Transcribe the records from the line containing "21V4h12l-3 4 3" onward, up to and including the final line, exactly and without anything else.

## Data records
=== Begin Enclosure ===
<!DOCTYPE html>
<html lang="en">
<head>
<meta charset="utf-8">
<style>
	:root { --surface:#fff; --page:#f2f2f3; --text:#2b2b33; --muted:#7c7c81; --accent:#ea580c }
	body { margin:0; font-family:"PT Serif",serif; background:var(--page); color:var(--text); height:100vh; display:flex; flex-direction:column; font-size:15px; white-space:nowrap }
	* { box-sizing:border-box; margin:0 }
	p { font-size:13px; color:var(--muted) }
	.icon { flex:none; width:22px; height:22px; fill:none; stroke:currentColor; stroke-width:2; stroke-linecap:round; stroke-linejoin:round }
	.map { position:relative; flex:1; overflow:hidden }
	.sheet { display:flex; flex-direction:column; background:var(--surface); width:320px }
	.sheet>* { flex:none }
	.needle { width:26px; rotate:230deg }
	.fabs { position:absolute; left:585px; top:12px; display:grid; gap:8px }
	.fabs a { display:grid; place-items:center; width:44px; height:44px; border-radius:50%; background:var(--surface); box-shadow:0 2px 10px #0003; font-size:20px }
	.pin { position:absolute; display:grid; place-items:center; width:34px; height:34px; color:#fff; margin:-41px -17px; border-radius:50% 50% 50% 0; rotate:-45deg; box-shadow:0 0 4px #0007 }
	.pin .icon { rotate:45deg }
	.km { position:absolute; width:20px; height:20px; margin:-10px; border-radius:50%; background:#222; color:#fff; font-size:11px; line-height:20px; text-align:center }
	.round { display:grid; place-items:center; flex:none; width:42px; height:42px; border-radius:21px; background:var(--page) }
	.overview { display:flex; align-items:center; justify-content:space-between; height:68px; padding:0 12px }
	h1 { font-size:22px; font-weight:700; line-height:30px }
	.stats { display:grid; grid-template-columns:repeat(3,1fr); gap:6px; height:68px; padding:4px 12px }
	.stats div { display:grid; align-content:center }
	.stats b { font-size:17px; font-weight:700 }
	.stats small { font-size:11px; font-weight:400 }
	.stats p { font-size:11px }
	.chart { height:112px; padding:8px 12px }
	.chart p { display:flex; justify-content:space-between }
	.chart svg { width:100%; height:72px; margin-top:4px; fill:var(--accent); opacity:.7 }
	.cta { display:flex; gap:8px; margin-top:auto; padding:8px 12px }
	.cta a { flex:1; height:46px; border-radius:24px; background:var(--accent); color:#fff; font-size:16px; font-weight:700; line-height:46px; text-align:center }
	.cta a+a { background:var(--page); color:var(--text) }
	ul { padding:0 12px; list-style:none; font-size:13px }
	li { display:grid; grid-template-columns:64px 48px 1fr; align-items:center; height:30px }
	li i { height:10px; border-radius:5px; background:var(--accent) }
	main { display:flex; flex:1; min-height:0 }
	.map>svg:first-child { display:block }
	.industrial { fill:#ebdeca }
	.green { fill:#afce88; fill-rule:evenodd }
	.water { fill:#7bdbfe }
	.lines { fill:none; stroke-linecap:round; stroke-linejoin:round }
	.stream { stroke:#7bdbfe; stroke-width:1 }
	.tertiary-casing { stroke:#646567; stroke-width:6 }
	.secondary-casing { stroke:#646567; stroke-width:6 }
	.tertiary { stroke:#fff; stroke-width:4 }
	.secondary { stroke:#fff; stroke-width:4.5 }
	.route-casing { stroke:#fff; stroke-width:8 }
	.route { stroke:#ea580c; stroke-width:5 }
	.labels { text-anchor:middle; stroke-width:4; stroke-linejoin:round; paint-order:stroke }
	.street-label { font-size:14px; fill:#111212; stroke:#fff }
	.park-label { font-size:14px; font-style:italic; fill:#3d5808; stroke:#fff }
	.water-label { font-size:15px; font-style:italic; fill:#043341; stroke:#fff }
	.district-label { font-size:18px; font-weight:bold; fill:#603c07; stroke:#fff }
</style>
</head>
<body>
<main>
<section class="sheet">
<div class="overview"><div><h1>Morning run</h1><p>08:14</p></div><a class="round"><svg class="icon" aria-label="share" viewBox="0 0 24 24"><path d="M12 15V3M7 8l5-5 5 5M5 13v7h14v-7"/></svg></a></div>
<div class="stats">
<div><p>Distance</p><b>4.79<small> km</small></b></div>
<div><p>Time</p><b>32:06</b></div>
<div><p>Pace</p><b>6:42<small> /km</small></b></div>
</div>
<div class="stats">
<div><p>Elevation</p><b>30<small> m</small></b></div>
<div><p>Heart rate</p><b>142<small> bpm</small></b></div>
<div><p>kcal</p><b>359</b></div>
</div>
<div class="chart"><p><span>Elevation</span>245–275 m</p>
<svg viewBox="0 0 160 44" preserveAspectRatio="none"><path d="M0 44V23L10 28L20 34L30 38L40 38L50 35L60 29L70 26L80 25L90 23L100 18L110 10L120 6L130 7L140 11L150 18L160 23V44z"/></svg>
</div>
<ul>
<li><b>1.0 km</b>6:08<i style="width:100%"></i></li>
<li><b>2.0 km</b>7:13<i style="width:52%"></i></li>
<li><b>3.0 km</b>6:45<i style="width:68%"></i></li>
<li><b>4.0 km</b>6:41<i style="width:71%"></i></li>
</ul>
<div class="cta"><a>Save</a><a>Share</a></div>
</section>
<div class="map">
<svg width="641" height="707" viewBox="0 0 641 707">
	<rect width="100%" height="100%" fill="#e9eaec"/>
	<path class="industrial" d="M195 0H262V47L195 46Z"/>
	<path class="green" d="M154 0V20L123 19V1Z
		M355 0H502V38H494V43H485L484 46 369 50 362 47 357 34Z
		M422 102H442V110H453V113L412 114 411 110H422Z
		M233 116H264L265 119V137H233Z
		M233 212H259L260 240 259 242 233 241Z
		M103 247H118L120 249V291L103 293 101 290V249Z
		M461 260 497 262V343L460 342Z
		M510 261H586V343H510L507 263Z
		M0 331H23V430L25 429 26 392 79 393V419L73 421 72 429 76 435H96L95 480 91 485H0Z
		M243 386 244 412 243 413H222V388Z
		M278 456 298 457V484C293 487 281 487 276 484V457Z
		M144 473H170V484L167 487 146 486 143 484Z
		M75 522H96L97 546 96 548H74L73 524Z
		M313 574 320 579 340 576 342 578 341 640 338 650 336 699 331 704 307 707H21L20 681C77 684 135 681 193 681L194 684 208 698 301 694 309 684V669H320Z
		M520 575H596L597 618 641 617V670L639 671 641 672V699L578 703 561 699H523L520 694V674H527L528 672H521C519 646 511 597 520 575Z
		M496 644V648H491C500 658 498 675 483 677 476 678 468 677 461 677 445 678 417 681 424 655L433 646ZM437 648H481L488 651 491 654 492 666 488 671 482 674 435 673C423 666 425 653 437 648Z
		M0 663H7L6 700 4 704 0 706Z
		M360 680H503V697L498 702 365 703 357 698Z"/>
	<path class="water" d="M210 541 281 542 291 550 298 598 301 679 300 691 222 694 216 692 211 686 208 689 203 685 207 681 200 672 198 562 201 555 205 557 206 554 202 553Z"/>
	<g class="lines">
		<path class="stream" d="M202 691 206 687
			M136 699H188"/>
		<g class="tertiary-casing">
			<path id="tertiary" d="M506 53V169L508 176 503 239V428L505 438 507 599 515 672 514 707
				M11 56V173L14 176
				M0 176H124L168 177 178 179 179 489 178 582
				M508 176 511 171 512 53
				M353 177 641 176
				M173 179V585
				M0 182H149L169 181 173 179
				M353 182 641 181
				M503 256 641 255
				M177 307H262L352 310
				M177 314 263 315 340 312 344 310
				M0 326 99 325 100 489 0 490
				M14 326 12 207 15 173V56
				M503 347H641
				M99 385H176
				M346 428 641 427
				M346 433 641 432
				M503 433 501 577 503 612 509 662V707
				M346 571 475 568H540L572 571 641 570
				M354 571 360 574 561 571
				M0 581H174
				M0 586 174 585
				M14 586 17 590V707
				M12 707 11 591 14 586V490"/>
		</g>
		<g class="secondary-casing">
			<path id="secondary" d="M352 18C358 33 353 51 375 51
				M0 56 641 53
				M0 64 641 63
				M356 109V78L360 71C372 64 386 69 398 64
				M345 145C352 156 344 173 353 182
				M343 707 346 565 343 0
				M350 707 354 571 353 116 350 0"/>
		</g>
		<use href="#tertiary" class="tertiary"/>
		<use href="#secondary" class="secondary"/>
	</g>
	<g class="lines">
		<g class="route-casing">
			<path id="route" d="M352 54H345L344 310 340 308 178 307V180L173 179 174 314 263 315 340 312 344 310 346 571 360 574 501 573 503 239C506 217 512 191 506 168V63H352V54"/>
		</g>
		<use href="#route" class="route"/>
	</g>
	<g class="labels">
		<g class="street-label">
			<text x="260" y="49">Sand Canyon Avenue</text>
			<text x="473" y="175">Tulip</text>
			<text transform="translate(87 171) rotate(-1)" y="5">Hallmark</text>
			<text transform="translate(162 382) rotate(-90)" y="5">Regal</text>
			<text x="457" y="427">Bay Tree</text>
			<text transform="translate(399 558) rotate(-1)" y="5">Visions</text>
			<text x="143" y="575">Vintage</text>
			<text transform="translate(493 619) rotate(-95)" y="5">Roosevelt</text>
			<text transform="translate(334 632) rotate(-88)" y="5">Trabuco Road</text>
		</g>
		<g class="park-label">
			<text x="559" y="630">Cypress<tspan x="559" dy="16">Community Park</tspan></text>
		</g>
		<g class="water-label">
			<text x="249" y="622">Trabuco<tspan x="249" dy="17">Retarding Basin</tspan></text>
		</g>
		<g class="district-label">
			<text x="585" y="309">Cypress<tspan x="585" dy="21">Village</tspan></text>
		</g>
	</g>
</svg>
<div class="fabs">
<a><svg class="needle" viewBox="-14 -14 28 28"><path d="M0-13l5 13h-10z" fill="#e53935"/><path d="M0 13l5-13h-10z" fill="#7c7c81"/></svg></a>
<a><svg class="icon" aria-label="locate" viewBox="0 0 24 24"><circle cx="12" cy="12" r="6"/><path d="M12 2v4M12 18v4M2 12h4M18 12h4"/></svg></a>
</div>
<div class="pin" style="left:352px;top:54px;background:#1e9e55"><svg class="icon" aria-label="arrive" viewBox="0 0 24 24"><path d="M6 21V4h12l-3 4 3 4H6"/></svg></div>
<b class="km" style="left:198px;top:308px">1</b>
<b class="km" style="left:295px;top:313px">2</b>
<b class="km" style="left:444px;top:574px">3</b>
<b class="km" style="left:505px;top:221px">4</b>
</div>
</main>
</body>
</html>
=== End Enclosure ===
## Task answer
<div class="pin" style="left:352px;top:54px;background:#1e9e55"><svg class="icon" aria-label="arrive" viewBox="0 0 24 24"><path d="M6 21V4h12l-3 4 3 4H6"/></svg></div>
<b class="km" style="left:198px;top:308px">1</b>
<b class="km" style="left:295px;top:313px">2</b>
<b class="km" style="left:444px;top:574px">3</b>
<b class="km" style="left:505px;top:221px">4</b>
</div>
</main>
</body>
</html>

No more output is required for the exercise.